═══ DATA EXCERPTS

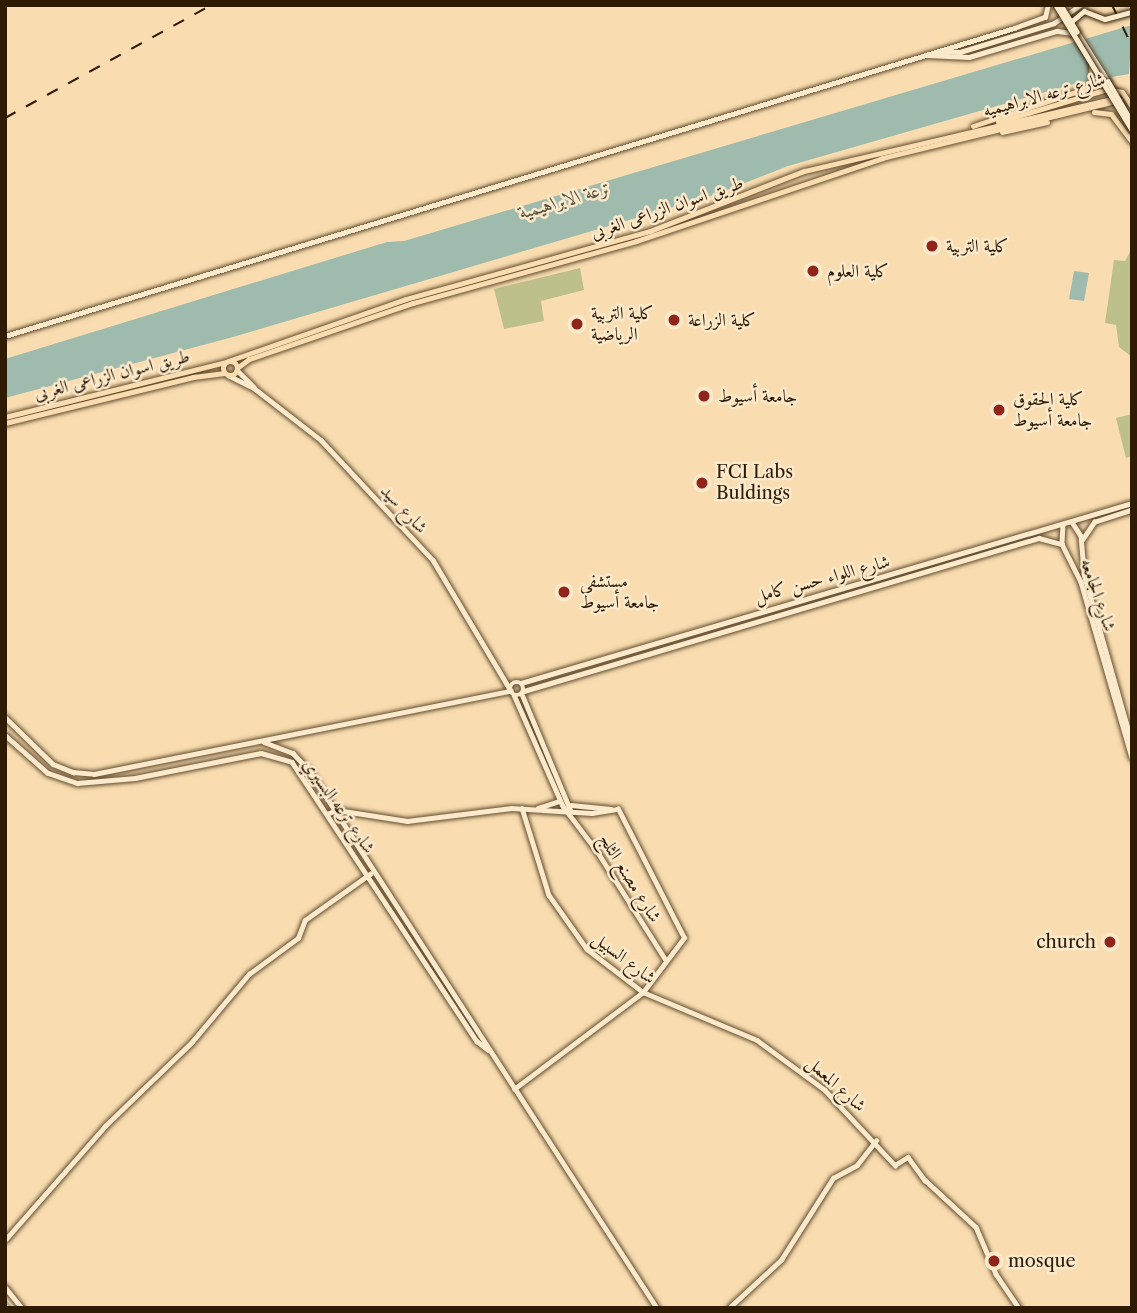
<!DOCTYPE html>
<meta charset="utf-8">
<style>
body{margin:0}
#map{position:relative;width:1137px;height:1313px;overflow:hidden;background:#f9ddb0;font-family:"Libre Caslon Text",Amiri,serif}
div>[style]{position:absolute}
.green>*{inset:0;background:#bec08b}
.water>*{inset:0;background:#9ebbae}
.canal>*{height:4.5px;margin:-2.25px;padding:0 2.25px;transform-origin:2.25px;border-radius:2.25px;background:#9ebbae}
.primary-tunnel>*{height:5px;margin-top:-2.5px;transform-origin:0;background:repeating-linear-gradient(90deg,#d1b68d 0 5px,transparent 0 7.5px)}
.roads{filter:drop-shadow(0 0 2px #624b2e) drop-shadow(0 0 2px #624b2e)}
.tertiary>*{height:4.5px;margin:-2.25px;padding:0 2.25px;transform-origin:2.25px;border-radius:2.25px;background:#fbe9cc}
.secondary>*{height:4.5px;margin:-2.25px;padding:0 2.25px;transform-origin:2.25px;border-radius:2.25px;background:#fbe9cc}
.secondary>.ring{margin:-2.25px;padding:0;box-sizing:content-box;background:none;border:4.5px solid #fbe9cc;border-radius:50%}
.primary>*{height:5px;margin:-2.5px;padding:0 2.5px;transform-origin:2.5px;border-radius:2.5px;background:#f9ddb0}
.primary>.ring{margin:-2.5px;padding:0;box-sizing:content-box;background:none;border:5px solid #f9ddb0;border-radius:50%}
.rail>*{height:2px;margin-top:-1px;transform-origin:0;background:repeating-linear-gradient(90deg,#2f1a03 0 12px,transparent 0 24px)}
.bridges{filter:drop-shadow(0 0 2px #2f1a03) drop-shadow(0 0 2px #2f1a03)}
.secondary-bridge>*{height:4.5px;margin:-2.25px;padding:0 2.25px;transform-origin:2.25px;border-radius:2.25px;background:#fbe9cc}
.dots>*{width:19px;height:19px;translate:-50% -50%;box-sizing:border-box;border:4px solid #fbe9cc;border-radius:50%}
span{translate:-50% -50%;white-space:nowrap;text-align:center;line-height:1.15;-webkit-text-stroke:5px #fbe9cc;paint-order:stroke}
.street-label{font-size:18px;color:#2f1a03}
.poi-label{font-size:18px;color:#2f1a03}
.left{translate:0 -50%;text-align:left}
.right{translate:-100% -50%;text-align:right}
.water-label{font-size:19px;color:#56523f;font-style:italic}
.frame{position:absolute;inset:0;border:7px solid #2f1a03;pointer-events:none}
</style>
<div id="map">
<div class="green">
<div style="clip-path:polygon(1132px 248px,1132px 357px,1119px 347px,1116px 325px,1105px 323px,1114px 260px,1125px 261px)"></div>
<div style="clip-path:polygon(580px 268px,584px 290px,541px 301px,544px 321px,504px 329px,494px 289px)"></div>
<div style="clip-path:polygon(1132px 414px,1132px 456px,1126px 458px,1116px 418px)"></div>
</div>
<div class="water">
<div style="clip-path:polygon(1132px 25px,1129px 74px,1077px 83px,788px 166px,714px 195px,233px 337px,5px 398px,5px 359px,387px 242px,404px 241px)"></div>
<div style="clip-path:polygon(1074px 271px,1089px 273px,1084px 301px,1069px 299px)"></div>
</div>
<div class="canal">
<div style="left:5px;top:1302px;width:8px;rotate:50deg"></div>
</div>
<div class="primary-tunnel">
<div style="left:1120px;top:100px;width:13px;rotate:-23deg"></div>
</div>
<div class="roads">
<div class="tertiary">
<div style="left:941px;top:51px;width:19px;rotate:3deg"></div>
<div style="left:960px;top:52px;width:98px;rotate:-17.1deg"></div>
<div style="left:1054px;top:23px;width:32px;rotate:-34deg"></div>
<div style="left:5px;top:336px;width:1055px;rotate:-16.97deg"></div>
<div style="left:1014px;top:28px;width:33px;rotate:-20deg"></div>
<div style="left:1045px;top:17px;width:12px;rotate:-76deg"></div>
<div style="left:522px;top:694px;width:127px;rotate:67.3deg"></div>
<div style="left:514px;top:695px;width:121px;rotate:66.2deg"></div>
<div style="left:563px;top:806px;width:56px;rotate:52.9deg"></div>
<div style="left:597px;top:851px;width:129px;rotate:57.7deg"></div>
<div style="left:5px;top:717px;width:67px;rotate:44.4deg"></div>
<div style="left:53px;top:764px;width:22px;rotate:22deg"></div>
<div style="left:73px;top:772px;width:21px;rotate:5deg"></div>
<div style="left:94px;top:774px;width:425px;rotate:-11.3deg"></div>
<div style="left:5px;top:735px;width:57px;rotate:41.5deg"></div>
<div style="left:48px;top:773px;width:31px;rotate:19deg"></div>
<div style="left:77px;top:783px;width:58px;rotate:-4.9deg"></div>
<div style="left:135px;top:778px;width:128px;rotate:-11.2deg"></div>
<div style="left:261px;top:753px;width:32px;rotate:16deg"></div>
<div style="left:292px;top:762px;width:335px;rotate:56.5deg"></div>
<div style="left:477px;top:1041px;width:14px;rotate:39deg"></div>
<div style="left:264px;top:742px;width:31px;rotate:21deg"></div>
<div style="left:293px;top:753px;width:23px;rotate:47deg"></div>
<div style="left:309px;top:770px;width:641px;rotate:57.1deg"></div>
<div style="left:571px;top:805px;width:40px;rotate:5.7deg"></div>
<div style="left:522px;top:808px;width:91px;rotate:72.8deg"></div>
<div style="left:549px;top:895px;width:66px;rotate:54.9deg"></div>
<div style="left:587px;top:949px;width:71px;rotate:37.5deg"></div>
<div style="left:643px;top:992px;width:124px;rotate:22.8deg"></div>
<div style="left:757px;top:1040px;width:84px;rotate:36.3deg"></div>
<div style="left:825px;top:1090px;width:103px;rotate:47deg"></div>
<div style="left:895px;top:1165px;width:15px;rotate:-32deg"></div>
<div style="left:908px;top:1157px;width:29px;rotate:54deg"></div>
<div style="left:925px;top:1180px;width:69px;rotate:42.7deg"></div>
<div style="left:976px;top:1227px;width:51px;rotate:66.9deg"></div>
<div style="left:996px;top:1274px;width:41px;rotate:55.9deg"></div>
<div style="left:538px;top:808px;width:23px;rotate:-18deg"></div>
<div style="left:329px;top:813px;width:9px;rotate:-21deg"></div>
<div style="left:337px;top:810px;width:71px;rotate:8.9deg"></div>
<div style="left:407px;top:821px;width:105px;rotate:-7.1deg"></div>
<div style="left:511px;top:808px;width:81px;rotate:3.5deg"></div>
<div style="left:592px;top:813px;width:26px;rotate:-9deg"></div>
<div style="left:514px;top:1089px;width:161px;rotate:-36.9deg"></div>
<div style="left:643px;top:992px;width:68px;rotate:-52.8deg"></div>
<div style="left:684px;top:938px;width:145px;rotate:-117.1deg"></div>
<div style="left:5px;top:1240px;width:152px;rotate:-48.7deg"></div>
<div style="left:105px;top:1126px;width:120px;rotate:-44deg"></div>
<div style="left:191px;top:1043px;width:90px;rotate:-50deg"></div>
<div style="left:249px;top:974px;width:61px;rotate:-36.3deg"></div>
<div style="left:298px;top:938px;width:19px;rotate:-69deg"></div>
<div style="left:305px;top:920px;width:80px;rotate:-35.3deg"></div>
<div style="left:5px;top:1287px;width:27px;rotate:51deg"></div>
<div style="left:729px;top:1308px;width:71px;rotate:-42.7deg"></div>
<div style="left:781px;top:1260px;width:97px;rotate:-57.6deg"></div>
<div style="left:833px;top:1178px;width:27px;rotate:-28deg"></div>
<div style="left:857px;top:1165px;width:31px;rotate:-52deg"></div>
</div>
<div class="secondary">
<div style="left:1077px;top:32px;width:58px;rotate:57.7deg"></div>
<div style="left:927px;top:55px;width:42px;rotate:2.7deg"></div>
<div style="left:969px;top:57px;width:92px;rotate:-16.5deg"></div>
<div style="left:1057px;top:31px;width:16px;rotate:7deg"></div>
<div style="left:237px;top:370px;width:24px;rotate:45deg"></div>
<div style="left:228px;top:375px;width:29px;rotate:27deg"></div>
<div style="left:254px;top:388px;width:85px;rotate:37.8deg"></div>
<div style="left:321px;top:440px;width:164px;rotate:47deg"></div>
<div style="left:433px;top:560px;width:150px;rotate:59.2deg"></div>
<div style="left:1072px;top:522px;width:17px;rotate:57deg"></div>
<div style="left:1081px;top:536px;width:38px;rotate:85deg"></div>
<div style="left:1084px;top:574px;width:175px;rotate:74.1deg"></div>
<div style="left:1063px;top:524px;width:20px;rotate:93deg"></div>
<div style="left:1062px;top:544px;width:42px;rotate:63.4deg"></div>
<div style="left:1081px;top:582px;width:183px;rotate:73.8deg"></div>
<div style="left:1082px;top:540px;width:22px;rotate:-56deg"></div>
<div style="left:1094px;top:522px;width:40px;rotate:-18deg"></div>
<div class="ring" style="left:510px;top:682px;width:9.5px;height:9.5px"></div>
<div style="left:521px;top:683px;width:637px;rotate:-16.41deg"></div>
<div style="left:524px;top:691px;width:537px;rotate:-16.55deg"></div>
<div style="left:1039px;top:538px;width:24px;rotate:15deg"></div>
</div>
<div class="primary">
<div style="left:1094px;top:112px;width:17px;rotate:7deg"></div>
<div style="left:1111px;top:114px;width:35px;rotate:53deg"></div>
<div style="left:998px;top:122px;width:114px;rotate:-16.8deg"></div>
<div style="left:1107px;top:89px;width:15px;rotate:11deg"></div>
<div style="left:1122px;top:92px;width:18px;rotate:56deg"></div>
<div style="left:973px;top:126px;width:118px;rotate:-18.3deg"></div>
<div style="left:1085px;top:89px;width:11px;rotate:-49deg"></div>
<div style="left:1092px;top:81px;width:18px;rotate:-93deg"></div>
<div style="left:1002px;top:132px;width:46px;rotate:-12.5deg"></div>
<div class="ring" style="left:223px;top:361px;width:9px;height:9px"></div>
<div style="left:228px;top:361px;width:188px;rotate:-19.2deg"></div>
<div style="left:406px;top:299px;width:253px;rotate:-15.6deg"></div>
<div style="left:650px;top:231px;width:165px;rotate:-21.3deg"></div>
<div style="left:804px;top:171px;width:319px;rotate:-13.2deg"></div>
<div style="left:237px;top:368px;width:15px;rotate:-37deg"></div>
<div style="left:249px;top:359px;width:173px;rotate:-18.9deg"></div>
<div style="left:413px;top:303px;width:231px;rotate:-15.5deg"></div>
<div style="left:636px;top:241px;width:260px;rotate:-18.6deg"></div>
<div style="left:882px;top:158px;width:245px;rotate:-13.7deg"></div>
<div style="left:5px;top:417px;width:228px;rotate:-14deg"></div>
<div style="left:5px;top:423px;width:194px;rotate:-13.7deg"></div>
<div style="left:193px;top:377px;width:32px;rotate:-7deg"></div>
</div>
</div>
<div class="rail">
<div style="left:1112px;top:5px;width:46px;rotate:64deg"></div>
<div style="left:5px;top:118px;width:235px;rotate:-28.7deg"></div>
</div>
<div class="bridges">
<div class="secondary-bridge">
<div style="left:1056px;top:5px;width:146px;rotate:58.7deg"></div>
<div style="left:1061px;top:5px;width:31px;rotate:59deg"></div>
<div style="left:1071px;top:22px;width:17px;rotate:-40deg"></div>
<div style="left:1084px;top:11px;width:22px;rotate:21deg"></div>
<div style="left:1105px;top:19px;width:28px;rotate:-15deg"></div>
<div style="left:1108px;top:81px;width:48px;rotate:59.7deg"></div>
</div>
</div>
<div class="dots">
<div style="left:932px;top:246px;background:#8f2418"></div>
<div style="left:813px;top:271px;background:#8f2418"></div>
<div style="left:674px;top:320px;background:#8f2418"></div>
<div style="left:577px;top:324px;background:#8f2418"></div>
<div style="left:704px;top:396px;background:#8f2418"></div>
<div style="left:999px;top:410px;background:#8f2418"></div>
<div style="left:702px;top:483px;background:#8f2418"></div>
<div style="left:564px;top:592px;background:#8f2418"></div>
<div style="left:1110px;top:942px;background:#8f2418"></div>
<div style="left:994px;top:1261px;background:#8f2418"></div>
</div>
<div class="street-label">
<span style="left:1044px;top:95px;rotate:-15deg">شارع ترعه الابراهيميه</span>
<span style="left:667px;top:208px;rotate:-19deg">طريق اسوان الزراعى الغربى</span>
<span style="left:112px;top:375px;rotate:-14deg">طريق اسوان الزراعى الغربى</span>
<span style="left:404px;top:509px;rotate:47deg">شارع سيد</span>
<span style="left:822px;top:579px;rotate:-15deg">شارع اللواء حسن كامل</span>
<span style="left:1098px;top:595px;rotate:71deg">شارع الجامعه</span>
<span style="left:339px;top:806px;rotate:55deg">شارع ترعه البسيري</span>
<span style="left:630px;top:878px;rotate:58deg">شارع مصنع الثلج</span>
<span style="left:624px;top:958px;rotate:37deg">شارع السبيل</span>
<span style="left:836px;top:1084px;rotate:42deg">شارع المعمل</span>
</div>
<div class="poi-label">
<span class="left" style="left:946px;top:246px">كلية التربية</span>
<span class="left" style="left:827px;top:271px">كلية العلوم</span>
<span class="left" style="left:591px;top:324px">كلية التربية<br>الرياضية</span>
<span class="left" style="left:688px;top:320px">كلية الزراعة</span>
<span class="left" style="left:718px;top:396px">جامعة أسيوط</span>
<span class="left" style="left:1013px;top:410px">كلية الحقوق<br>جامعة أسيوط</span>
<span class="left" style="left:716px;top:483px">FCI Labs<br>Buldings</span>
<span class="left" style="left:580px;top:592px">مستشفی<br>جامعة أسيوط</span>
<span class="right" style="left:1096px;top:942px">church</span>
<span class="left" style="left:1008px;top:1261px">mosque</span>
</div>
<div class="water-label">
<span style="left:565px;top:200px;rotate:-16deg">ترعة الابراهيمية</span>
</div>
<div class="frame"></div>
</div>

══════

■ WHAT YOU ARE ASKED TO DO
Your response must consist of the lines from the beginning of the data through the line containing "2px #624b2e) drop-shadow(0", transcribed exactly, with no pictures.

■ EXERCISE RESPONSE
<!DOCTYPE html>
<meta charset="utf-8">
<style>
body{margin:0}
#map{position:relative;width:1137px;height:1313px;overflow:hidden;background:#f9ddb0;font-family:"Libre Caslon Text",Amiri,serif}
div>[style]{position:absolute}
.green>*{inset:0;background:#bec08b}
.water>*{inset:0;background:#9ebbae}
.canal>*{height:4.5px;margin:-2.25px;padding:0 2.25px;transform-origin:2.25px;border-radius:2.25px;background:#9ebbae}
.primary-tunnel>*{height:5px;margin-top:-2.5px;transform-origin:0;background:repeating-linear-gradient(90deg,#d1b68d 0 5px,transparent 0 7.5px)}
.roads{filter:drop-shadow(0 0 2px #624b2e) drop-shadow(0 0 2px #624b2e)}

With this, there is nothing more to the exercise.